Plus chanceux, Michael Kovrig passe tout son temps, depuis deux ans, avec trois ou quatre prisonniers chinois.

Dans le même ordre d’idées, la crainte de la COVID n’a pas empêché Mme Meng de fraterniser avec une dizaine d’employés de son entreprise, dans un restaurant, pour Noël.

On n’a pas précisé ce qu’il y avait au menu ce jour-là, mais on sait que les deux Michael ont des préoccupations plus terre à terre. Qu’ils ont réclamé, par exemple, des vêtements et des sous-vêtements qui se lavent facilement et sèchent rapidement…

L’expression deux poids, deux mesures n’est même pas assez forte pour exprimer l’injustice flagrante dont nous sommes tous témoins.

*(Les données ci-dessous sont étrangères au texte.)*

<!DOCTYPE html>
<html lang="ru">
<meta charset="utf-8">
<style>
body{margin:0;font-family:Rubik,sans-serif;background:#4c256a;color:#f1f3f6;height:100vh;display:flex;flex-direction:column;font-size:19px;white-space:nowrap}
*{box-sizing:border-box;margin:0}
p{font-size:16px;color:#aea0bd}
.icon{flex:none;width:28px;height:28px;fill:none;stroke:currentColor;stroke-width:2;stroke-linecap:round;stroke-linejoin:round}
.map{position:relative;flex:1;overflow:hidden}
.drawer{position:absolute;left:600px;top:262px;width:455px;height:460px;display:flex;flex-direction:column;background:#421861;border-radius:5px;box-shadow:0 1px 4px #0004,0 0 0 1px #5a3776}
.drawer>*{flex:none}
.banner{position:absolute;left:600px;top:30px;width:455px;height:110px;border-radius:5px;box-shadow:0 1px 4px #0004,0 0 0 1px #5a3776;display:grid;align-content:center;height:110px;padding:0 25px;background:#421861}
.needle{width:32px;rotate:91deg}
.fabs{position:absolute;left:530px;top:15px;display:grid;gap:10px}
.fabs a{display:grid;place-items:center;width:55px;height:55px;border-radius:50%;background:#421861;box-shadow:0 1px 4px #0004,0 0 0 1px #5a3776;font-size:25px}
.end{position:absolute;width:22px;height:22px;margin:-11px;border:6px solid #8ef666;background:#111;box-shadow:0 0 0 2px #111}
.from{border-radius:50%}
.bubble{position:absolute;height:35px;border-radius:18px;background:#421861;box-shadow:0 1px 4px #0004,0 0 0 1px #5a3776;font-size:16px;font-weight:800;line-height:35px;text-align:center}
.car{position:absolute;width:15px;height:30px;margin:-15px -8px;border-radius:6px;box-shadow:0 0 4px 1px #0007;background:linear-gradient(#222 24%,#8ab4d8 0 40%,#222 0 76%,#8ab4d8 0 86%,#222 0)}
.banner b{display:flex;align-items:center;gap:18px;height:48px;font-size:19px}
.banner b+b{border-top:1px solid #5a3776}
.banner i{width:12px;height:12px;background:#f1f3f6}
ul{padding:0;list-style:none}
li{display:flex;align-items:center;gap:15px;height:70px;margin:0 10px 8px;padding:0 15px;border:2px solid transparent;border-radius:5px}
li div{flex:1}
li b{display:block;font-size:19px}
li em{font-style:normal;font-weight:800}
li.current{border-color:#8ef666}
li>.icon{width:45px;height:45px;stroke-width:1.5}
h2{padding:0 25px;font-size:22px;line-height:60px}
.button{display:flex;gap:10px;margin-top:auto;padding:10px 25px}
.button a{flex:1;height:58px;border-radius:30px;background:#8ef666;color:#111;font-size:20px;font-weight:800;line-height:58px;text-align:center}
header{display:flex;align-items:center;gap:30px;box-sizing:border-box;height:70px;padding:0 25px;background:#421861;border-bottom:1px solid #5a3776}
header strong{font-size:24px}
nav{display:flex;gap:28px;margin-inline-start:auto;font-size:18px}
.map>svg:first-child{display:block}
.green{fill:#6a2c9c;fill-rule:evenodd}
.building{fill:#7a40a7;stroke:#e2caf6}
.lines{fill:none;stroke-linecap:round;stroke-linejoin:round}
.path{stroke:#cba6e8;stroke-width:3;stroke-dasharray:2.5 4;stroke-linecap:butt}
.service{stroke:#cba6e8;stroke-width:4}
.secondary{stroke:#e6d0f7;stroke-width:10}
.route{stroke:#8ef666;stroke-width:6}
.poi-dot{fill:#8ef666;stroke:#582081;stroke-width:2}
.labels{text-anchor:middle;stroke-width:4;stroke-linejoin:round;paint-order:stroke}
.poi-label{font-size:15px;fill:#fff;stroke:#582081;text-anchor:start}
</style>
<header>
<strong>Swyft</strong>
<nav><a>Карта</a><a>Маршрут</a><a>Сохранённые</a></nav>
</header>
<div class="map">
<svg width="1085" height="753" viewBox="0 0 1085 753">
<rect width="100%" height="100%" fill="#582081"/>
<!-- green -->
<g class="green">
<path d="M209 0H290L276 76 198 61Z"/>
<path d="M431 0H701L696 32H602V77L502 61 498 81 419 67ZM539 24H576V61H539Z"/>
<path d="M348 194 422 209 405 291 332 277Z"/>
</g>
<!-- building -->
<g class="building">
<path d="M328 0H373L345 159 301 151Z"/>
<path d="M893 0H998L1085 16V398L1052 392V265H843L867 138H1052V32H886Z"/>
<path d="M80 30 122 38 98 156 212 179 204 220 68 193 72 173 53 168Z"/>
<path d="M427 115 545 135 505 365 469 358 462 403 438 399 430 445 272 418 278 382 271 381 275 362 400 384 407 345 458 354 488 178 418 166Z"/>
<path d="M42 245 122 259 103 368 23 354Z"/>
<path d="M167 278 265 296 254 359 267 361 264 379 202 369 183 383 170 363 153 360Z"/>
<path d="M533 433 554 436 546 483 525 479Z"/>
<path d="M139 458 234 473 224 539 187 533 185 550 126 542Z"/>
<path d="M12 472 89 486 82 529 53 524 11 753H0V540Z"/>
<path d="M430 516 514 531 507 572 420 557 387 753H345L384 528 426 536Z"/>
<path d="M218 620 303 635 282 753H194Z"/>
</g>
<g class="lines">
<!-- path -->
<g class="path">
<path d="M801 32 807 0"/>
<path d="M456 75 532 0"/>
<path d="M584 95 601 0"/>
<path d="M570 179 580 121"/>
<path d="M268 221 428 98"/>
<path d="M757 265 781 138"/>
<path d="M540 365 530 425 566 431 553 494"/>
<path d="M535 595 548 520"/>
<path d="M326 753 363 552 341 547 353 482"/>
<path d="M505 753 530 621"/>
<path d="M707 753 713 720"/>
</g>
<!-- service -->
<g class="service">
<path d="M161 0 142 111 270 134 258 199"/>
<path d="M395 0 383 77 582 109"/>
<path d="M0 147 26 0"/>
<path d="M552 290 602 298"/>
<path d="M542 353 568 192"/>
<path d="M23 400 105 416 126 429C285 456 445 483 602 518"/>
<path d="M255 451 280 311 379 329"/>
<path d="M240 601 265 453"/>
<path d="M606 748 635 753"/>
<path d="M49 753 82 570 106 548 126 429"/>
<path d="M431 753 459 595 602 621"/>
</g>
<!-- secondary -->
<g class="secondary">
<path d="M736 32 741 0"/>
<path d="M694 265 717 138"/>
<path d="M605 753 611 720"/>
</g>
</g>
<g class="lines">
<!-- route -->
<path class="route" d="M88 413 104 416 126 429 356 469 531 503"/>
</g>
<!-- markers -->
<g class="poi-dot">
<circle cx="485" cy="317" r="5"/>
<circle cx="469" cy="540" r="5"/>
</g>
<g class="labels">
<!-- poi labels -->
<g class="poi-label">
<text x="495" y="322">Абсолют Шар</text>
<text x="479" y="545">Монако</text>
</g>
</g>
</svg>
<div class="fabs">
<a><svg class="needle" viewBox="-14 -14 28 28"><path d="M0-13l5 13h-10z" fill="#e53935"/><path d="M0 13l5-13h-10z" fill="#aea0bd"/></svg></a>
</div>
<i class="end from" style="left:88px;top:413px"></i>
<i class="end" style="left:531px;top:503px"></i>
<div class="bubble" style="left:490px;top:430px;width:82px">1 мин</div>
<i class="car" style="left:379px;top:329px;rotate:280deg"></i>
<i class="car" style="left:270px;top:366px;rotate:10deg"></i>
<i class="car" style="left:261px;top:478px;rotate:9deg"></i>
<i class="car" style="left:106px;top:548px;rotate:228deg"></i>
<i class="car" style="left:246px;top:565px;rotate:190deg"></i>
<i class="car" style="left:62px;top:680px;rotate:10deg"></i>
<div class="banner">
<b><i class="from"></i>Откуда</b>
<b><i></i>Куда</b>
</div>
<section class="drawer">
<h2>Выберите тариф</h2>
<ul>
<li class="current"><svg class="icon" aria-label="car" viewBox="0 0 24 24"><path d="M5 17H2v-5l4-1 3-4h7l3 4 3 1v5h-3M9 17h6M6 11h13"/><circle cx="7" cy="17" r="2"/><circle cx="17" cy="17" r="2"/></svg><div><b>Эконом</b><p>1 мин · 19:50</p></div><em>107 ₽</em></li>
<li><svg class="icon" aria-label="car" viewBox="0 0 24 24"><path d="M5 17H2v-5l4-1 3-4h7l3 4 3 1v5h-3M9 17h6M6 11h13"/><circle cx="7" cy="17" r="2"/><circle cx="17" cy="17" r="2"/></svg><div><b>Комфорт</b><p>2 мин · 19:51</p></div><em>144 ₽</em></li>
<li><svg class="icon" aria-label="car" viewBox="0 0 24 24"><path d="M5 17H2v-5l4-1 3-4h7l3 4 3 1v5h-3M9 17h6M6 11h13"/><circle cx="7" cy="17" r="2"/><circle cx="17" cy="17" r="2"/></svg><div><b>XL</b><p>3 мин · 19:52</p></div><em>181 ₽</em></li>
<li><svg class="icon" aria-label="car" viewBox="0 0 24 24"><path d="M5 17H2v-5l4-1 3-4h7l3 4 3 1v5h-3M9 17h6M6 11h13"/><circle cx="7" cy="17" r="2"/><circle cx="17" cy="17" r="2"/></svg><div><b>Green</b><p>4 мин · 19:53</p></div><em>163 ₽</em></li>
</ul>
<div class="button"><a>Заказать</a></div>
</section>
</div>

La suite des démarches d’extradition

Dates clés pour 2021, fixées par la Cour suprême de la Colombie-Britannique

Du 1er au 5 mars : Arguments sur le premier volet de l’abus de procédure.

Du 15 mars au 1er avril : Arguments sur les 2e et 4e volets de l’abus de procédure.

Du 26 avril au 14 mai : Arguments sur le 3e volet de l’abus de procédure et du renvoi (audience en matière d’extradition).